TASK STATEMENT. For the string "above", search the entries below and copy every line where it appears.

[[ GIVEN INFORMATION open ]]

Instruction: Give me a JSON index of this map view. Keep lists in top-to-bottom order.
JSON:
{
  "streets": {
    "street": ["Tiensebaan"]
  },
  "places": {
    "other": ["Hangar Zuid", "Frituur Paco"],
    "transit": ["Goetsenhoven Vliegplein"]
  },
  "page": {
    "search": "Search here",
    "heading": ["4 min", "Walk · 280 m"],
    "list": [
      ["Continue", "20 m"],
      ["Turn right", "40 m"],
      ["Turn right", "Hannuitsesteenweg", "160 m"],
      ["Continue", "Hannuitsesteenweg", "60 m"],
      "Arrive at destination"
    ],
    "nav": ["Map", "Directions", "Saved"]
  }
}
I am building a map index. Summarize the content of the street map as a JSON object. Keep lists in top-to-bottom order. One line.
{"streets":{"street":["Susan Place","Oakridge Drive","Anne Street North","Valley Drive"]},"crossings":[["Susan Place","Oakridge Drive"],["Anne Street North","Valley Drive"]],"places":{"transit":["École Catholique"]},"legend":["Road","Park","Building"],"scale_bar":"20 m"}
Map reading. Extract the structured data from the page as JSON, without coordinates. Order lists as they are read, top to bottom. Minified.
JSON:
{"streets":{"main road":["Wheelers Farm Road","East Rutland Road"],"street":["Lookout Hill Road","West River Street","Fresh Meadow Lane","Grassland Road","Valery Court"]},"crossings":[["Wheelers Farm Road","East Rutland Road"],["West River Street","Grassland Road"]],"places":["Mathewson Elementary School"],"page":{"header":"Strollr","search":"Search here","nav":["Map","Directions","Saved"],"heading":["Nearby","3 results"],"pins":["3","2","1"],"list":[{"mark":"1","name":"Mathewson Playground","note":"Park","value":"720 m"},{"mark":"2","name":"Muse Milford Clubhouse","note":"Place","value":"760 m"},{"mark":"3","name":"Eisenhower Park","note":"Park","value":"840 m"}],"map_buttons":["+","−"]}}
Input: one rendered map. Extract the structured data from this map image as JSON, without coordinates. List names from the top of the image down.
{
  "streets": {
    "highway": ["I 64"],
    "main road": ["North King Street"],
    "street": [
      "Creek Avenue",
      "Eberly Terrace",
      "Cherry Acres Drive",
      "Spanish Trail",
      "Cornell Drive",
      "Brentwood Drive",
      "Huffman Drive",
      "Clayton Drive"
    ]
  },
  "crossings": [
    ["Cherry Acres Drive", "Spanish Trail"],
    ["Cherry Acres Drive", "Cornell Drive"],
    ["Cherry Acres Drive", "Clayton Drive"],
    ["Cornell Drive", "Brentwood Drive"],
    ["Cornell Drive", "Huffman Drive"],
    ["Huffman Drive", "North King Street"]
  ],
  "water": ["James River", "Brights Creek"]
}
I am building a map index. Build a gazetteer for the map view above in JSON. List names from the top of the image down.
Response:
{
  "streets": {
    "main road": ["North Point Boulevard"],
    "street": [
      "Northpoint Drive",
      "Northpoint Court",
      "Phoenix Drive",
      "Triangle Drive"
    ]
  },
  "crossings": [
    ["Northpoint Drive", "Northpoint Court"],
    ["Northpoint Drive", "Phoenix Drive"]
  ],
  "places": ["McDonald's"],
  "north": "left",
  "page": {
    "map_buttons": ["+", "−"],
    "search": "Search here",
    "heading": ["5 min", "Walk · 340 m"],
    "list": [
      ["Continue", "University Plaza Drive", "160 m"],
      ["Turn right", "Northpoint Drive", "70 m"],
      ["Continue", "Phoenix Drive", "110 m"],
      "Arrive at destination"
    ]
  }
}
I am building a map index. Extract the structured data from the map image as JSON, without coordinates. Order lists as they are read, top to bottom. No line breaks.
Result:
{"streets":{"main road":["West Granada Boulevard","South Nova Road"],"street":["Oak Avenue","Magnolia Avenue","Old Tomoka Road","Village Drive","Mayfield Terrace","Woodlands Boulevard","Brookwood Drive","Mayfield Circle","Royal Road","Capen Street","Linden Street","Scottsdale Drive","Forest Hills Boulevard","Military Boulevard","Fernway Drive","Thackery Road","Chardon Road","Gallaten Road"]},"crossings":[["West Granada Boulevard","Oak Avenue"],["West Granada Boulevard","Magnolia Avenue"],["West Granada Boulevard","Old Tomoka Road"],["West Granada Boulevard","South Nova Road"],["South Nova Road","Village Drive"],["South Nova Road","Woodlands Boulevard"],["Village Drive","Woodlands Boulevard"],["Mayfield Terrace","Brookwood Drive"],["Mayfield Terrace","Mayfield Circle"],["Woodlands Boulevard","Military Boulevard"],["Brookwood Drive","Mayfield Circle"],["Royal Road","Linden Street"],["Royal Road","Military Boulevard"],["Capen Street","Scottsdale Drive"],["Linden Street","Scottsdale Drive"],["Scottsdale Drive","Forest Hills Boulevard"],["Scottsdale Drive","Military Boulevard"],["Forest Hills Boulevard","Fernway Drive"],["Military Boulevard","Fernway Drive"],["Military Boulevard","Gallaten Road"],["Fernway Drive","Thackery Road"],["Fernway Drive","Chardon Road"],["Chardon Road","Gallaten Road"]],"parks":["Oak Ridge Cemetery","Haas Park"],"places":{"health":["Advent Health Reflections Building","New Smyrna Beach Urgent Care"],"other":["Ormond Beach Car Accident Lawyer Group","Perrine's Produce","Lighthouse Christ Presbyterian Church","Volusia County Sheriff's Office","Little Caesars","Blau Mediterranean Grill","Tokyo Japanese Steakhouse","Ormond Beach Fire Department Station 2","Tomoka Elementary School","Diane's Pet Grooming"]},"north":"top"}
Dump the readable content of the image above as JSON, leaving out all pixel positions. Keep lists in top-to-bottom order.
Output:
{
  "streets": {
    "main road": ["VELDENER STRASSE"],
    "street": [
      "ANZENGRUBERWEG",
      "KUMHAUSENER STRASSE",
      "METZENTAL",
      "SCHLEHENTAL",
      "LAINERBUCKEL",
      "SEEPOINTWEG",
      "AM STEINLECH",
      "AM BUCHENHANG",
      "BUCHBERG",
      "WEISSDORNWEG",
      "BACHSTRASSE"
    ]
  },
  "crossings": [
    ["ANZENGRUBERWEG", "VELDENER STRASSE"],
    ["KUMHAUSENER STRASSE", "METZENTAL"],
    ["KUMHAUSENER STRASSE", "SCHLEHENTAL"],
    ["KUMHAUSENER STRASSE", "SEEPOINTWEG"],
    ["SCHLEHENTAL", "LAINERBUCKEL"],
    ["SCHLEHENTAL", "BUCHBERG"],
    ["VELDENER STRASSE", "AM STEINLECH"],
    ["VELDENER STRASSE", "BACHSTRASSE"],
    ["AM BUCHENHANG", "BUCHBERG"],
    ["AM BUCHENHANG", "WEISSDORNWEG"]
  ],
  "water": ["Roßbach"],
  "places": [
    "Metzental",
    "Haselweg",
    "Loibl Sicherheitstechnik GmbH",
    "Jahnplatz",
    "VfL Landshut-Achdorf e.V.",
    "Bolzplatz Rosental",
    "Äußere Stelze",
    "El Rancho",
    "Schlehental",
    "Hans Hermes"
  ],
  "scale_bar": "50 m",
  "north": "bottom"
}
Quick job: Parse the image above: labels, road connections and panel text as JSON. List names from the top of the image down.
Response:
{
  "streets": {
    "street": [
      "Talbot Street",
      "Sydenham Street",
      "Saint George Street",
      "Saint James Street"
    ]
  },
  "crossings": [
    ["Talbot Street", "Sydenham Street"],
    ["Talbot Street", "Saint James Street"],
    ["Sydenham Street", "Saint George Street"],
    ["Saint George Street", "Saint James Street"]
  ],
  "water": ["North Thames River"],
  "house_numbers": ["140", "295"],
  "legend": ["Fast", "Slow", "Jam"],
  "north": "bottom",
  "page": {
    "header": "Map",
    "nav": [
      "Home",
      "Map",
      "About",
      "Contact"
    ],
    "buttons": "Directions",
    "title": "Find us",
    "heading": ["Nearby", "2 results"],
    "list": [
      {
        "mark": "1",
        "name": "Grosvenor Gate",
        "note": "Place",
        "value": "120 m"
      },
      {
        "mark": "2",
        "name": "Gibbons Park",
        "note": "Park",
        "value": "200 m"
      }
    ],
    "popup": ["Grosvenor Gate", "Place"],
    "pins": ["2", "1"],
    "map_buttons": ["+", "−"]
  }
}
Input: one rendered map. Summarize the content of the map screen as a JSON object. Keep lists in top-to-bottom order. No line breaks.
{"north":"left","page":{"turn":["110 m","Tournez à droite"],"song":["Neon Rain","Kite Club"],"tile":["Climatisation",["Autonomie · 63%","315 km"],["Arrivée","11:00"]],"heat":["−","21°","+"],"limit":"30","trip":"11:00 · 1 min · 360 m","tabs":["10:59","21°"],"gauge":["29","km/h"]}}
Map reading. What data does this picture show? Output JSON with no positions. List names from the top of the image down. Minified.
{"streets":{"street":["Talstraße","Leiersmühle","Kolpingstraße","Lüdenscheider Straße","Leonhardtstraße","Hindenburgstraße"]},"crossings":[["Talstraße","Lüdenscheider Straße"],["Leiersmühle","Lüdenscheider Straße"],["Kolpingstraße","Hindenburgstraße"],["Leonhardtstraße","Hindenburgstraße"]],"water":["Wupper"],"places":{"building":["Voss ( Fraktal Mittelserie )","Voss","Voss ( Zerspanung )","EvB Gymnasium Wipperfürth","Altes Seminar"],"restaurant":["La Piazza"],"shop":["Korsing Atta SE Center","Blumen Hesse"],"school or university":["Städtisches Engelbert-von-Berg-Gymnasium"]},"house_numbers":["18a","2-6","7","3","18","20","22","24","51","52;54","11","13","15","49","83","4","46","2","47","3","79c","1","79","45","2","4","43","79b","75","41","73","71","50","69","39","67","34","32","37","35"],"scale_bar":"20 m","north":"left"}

[[ GIVEN INFORMATION closed ]]

EXERCISE RESULT.
I am building a map index. Build a gazetteer for the map view above in JSON. List names from the top of the image down.
Dump the readable content of the image above as JSON, leaving out all pixel positions. Keep lists in top-to-bottom order.
Quick job: Parse the image above: labels, road connections and panel text as JSON. List names from the top of the image down.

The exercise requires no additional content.